• [Task to complete]:
Within the entries below, find every line that has the string "canvas", then copy it.

*** Opening of Dataset entries ***

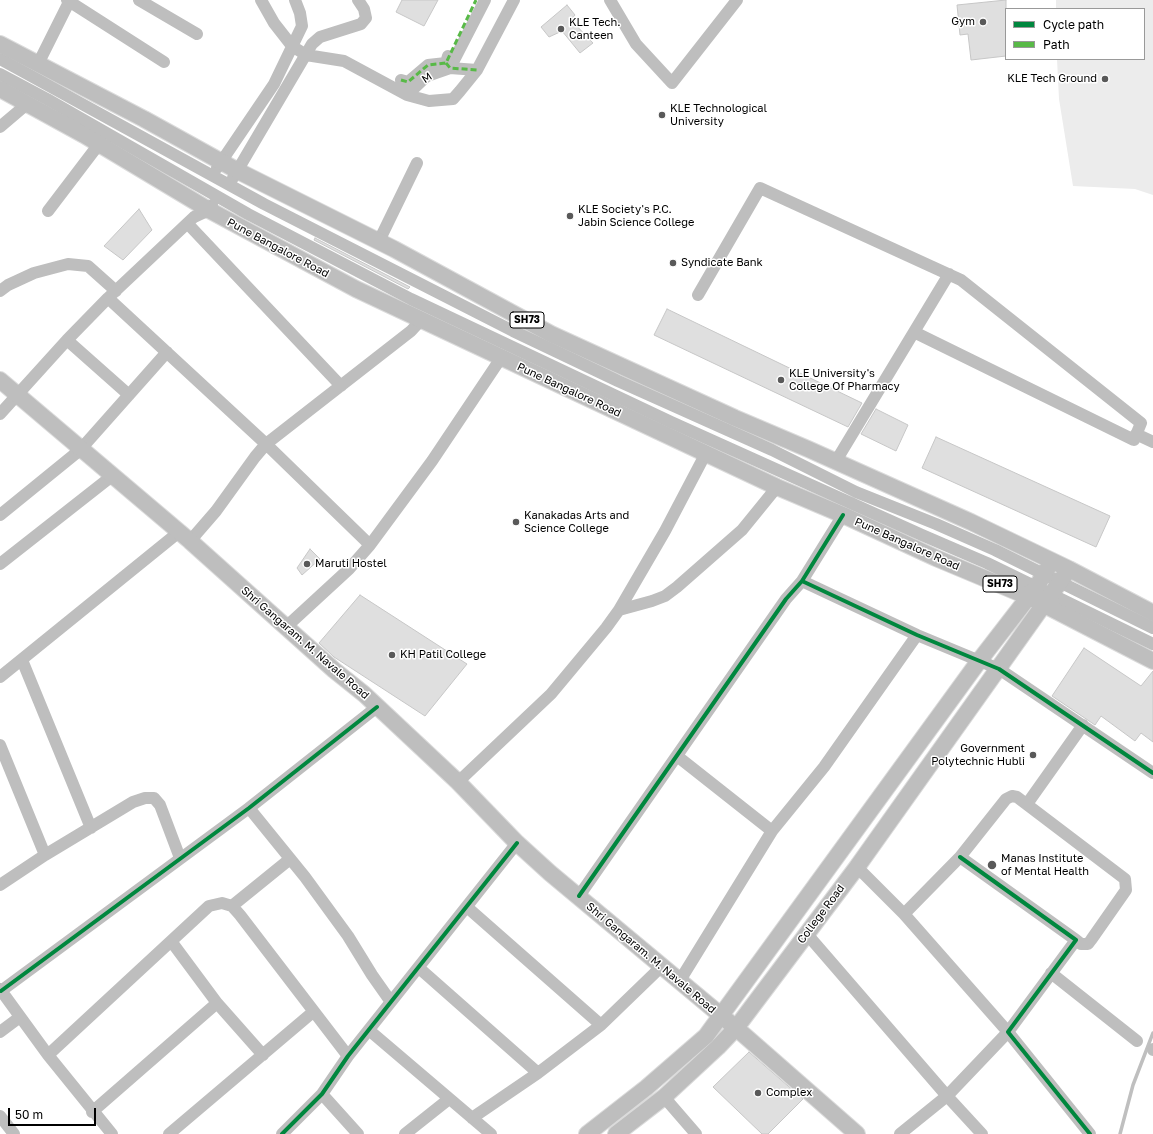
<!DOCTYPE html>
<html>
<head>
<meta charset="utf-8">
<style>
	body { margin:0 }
	#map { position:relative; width:1153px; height:1134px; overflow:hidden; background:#fff; font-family:"Golos Text",sans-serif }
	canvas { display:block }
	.legend { position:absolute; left:1005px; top:8px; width:140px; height:52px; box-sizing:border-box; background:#fff; border:1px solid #999; margin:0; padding:5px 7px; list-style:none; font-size:12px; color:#000 }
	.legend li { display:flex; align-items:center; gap:8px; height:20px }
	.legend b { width:20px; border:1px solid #999 }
	.scale { position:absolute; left:8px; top:1108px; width:88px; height:18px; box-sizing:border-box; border:2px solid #000; border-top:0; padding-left:5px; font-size:12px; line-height:14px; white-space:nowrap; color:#000; -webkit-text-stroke:3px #fff; paint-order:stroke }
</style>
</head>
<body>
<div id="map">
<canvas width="1153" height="1134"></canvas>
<ul class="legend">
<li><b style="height:5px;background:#00873e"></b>Cycle path</li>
<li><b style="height:5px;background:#58b947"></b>Path</li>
</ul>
<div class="scale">50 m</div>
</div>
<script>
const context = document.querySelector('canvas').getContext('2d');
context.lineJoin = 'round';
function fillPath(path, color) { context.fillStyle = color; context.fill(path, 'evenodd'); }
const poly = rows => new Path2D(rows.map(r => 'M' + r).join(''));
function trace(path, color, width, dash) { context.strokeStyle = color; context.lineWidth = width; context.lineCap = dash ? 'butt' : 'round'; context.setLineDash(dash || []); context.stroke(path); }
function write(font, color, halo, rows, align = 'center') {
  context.font = font + ' "Golos Text",sans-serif'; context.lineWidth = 3; context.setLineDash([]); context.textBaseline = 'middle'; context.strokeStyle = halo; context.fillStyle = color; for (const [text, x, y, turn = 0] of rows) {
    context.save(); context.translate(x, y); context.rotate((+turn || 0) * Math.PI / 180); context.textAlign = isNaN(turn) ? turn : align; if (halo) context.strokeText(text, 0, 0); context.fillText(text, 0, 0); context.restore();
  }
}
fillPath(poly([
	[1056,0,1153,0,1153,195,1135,189,1073,186,1059,99,1057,59,1144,59,1144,9,1056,9]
]), '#ececec');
trace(poly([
	[1120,1134,1133,1085,1153,1033]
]), '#bfbfbf', 3.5);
const building = poly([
	[402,0,438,0,424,26,396,12,402,0],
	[1006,0,1006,56,971,60,968,34,960,35,957,5,1006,0],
	[567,5,575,15,571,20,593,43,580,53,562,31,549,37,541,27,567,5],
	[139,209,152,230,123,260,104,246,139,209],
	[315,238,410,287,408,289,314,240,315,238],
	[667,309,862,403,848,427,654,335,667,309],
	[876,409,908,425,896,451,861,434,876,409],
	[936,437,1110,516,1096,547,922,468,936,437],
	[310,549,320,559,302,575,297,568,310,549],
	[360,595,467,664,425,716,334,657,319,643,360,595],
	[1084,648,1141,686,1153,671,1153,742,1141,733,1135,741,1101,716,1095,725,1052,696,1084,648],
	[749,1052,803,1099,768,1134,762,1134,713,1087,749,1052]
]);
fillPath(building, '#dfdfdf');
trace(building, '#c7c7c7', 1);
const major = poly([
	[0,44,144,119,238,171,394,249,551,334,735,418,808,449,971,522,1069,569,1153,613],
	[0,89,84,135,209,210,356,289,777,487,843,515,936,558,1029,597,1153,661],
	[0,380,190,541,334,670,364,694,458,782,517,843,550,873,736,1028,857,1134],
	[587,1134,646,1088,706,1036,979,661,1037,586,1052,561],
	[616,1134,664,1097,718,1047,736,1028,857,867,1069,569]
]);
trace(major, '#dbdbdb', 18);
trace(poly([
	[67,0,164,62],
	[139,0,197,34],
	[261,0,274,23,292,46,306,55,344,61,407,95,429,101,453,99,460,91,477,70,514,0],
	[610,0,636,44,672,83,737,0],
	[0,59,264,204,513,331,618,381,772,450,856,492,936,524,995,550,1153,628],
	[446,63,450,68,477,70],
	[38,64,70,0],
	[0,74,47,99,248,214,411,299,671,422,922,535,987,563,1153,644],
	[401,80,408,82,428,65,446,63,448,56],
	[407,95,427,76,450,68,485,0],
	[0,127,27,104],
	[217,168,274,84,302,26,300,13,295,0],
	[233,178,312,44,320,37,361,24,366,18,364,9,358,0],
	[48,211,99,144],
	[188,224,341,386],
	[379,241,417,163],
	[0,291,8,285,34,273,68,264,88,266,116,291],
	[698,295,760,188,961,280,1141,423,1134,440,918,334],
	[108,298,266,444,370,545],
	[67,340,129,395],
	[0,414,67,340,108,298,194,217,209,210,212,205],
	[1136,434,1153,442],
	[836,461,949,274],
	[0,515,80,450,167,352],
	[190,541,216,511,255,457,266,444,411,331,422,319],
	[0,564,112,476],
	[802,581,917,635,999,669,1153,773],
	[619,610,652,601,665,596,677,587,742,530,777,487],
	[286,627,349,569,370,545,432,461,501,358],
	[22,660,91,828],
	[0,677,179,532],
	[0,745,45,855],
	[677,756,772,831],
	[458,782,551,694,606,628,619,610,665,531,706,453],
	[1027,804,1083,725],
	[249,808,305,877,348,936,372,975,391,1002],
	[960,857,1076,940,1008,1032,1090,1134],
	[857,867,904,914,1008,1032,947,1096,900,1134],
	[0,885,45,855,133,802,145,798,154,798,160,805,180,858],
	[579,896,786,599,802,581,843,515],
	[232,906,290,859],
	[468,908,601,1025],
	[904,914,960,857,1006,799,1012,796,1017,797,1125,879,1126,890,1091,940,1088,944,1081,944,1076,940],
	[806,933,947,1096,982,1134],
	[171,941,217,1003,263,1055],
	[419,968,538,1073],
	[1051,973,1137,1041],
	[679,982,772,831,824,767,917,635],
	[0,989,48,1055,112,1134],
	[1,991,249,808,377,707],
	[370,1031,491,1134],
	[0,1032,20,1017],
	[1153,1049,1153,1050],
	[48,1055,209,906,222,903,232,906,240,915,348,1056],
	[322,1094,358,1134],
	[664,1097,696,1134],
	[92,1112,217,1003],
	[0,1116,14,1134],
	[472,1118,538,1073,601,1025,661,967],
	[169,1134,313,1012],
	[282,1134,322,1094,348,1056,517,843],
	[405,1134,449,1099]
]), '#bebebe', 12);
trace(major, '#bebebe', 16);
trace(poly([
	[446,63,450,68,477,70],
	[401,80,408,82,428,65,446,63,476,0]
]), '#58b947', 3, [6, 3]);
trace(poly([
	[802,581,917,635,999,669,1153,773],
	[960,857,1076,940,1008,1032,1090,1134],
	[579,896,786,599,802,581,843,515],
	[1,991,249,808,377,707],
	[282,1134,322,1094,348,1056,517,843]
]), '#00873e', 4);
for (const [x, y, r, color] of [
	[983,22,4,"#595959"],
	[561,29,4,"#595959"],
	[1105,79,4,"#595959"],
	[662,115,4,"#595959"],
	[570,216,4,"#595959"],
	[673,263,4,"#595959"],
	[781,380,4,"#595959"],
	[516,522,4,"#595959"],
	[307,564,4,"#595959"],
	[392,655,4,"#595959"],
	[1033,755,4,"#595959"],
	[992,865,5,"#595959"],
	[758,1093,4,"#595959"]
]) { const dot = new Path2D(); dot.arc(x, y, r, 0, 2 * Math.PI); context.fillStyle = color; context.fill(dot); trace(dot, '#fff', 1.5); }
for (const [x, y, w] of [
	[527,320,34],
	[1000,584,34]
]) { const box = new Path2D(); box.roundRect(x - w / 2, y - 8, w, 16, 3); context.fillStyle = '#fff'; context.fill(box); trace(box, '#000', 1); }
write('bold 10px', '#000', null, [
	["SH73",527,320],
	["SH73",1000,584]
]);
write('11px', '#000', '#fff', [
	["Gym",975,22,"right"],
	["KLE Tech.",569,23],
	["Canteen",569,36],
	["KLE Tech Ground",1097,79,"right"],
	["KLE Technological",670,109],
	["University",670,122],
	["KLE Society's P.C.",578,210],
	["Jabin Science College",578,223],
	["Syndicate Bank",681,263],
	["KLE University's",789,374],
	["College Of Pharmacy",789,387],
	["Kanakadas Arts and",524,516],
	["Science College",524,529],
	["Maruti Hostel",315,564],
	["KH Patil College",400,655],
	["Government",1025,749,"right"],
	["Polytechnic Hubli",1025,762,"right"],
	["Manas Institute",1001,859],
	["of Mental Health",1001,872],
	["Complex",766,1093]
], 'left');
write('11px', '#000', '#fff', [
	["M",427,78,-34],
	["Pune Bangalore Road",278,248,28],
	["Pune Bangalore Road",569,390,25],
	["Pune Bangalore Road",907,544,24],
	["Shri Gangaram. M. Navale Road",305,643,41],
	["College Road",821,914,-53],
	["Shri Gangaram. M. Navale Road",651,958,40]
]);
</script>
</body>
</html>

*** Close of Dataset entries ***

• [Completed task]:
	canvas { display:block }
<canvas width="1153" height="1134"></canvas>
const context = document.querySelector('canvas').getContext('2d');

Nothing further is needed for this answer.